Repris d’un cours fait au Collège de France en 1989-1992 et édité par quatre de ses disciples, le beau et gros volume Sur l’État (Seuil et Raisons d’agir) relançait début 2012 toute la question des rapports de Bourdieu au politique et de la manière dont le sociologue disparu arrivait à accorder sa méfiance envers l’État avec la défense des services publics qui était la sienne. Voilà que la revue Cités y revient dans une livraison conçue par son directeur Yves Charles Zarka et coordonnée par Marie-Anne Lescourret.
L’ensemble est d’une si grande richesse qu’il nous réduit ici à pointer quelques-uns de ses temps forts. D’entrée de jeu, Zarka donne le ton : l’État selon Bourdieu EST le monopole de la violence symbolique en même temps que de la violence physique. Ainsi de son pouvoir de nommer et, plus que jamais aujourd’hui, d’évaluer. À sa suite et dans un article serré, Gérard Mauger montre comment, passant de la philosophie à la sociologie, Bourdieu ne put concevoir cette dernière qu’en lui attribuant une portée politique. Et pour la raison simple qu’il n’est de bonne sociologie que dévoilant des mécanismes de pouvoir et le faisant nécessairement de façon « partisane ». C’est sur cette base que l’auteur des Médiations pascaliennes a défendu un engagement sociologique, produit des analyses d’un intellectuel collectif. « Il n’a cessé, note Lescourret en de jolies formules, de construire l’intellectuel nouveau, “fonctionnaire de l’humanité“, dédié à l’élaboration d’utopies rationnelles » (p. 15). L’intellectuel en question est, pour cet autre contributeur qu’est Marcel Fournier, acquis à la rationalité que Bourdieu nomme « raison pratique » et qui est théorie de l’action. Le problème pour le sociologue est cependant de concilier la même raison avec une perception historique et donc relativiste soutenant un travail d’objectivation qui porte à la fois sur les conditions d’exercice de la science et sur le fait que le sociologue est compris dans l’objet qu’il analyse.

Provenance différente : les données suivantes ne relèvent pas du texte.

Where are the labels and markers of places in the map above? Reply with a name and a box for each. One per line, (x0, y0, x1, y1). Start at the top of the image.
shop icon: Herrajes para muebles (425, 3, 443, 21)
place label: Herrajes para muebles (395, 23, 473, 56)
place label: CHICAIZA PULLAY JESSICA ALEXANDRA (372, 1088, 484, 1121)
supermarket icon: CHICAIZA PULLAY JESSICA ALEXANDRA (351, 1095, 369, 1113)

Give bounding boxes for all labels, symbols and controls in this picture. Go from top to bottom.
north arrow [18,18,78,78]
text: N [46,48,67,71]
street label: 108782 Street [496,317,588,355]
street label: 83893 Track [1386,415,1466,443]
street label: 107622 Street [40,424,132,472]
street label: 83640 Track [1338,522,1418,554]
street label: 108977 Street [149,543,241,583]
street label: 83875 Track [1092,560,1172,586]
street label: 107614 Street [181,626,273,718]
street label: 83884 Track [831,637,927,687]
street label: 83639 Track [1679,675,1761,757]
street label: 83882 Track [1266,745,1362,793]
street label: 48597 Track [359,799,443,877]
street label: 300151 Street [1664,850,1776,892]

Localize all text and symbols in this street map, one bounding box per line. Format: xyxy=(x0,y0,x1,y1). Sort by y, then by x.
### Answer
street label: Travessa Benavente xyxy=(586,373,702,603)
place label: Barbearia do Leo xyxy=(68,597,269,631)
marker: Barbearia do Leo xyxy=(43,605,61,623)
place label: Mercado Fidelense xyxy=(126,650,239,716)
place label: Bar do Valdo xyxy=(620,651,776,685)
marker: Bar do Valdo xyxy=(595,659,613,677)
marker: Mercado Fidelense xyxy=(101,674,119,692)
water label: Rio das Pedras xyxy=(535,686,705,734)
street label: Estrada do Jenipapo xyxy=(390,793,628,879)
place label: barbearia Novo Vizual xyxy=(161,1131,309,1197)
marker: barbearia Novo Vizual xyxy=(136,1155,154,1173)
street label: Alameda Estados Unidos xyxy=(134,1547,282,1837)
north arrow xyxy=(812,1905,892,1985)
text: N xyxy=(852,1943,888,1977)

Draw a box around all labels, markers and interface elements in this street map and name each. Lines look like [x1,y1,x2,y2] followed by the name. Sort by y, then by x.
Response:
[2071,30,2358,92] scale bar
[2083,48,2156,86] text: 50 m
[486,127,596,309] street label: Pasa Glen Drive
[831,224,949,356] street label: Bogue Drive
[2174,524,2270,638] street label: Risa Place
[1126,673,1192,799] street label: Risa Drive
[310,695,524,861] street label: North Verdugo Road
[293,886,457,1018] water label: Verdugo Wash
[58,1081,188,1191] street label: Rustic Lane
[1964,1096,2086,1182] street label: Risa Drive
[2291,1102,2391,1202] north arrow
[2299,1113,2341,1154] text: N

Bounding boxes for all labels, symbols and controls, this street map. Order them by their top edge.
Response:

Pour en revenir à la question de l’État, on retiendra avec Juliette Grange, auteure d’un article substantiel, que Bourdieu a toujours été « statophobe », tout comme Foucault d’ailleurs. C’est que, pour lui, « dans l’État bureaucratique, l’efficacité symbolique tient sa force de la dissimulation et de la dénégation de ce qui le constitue » (p. 87). Ce qui est façon de pointer ce qu’il y a de « magique » dans l’État républicain que les juristes ont drapé de neutralité illusoire. Ainsi de l’aspiration typiquement française à l’universel qui n’est qu’illusion de légitimité dissimulant un puissant effet de domination.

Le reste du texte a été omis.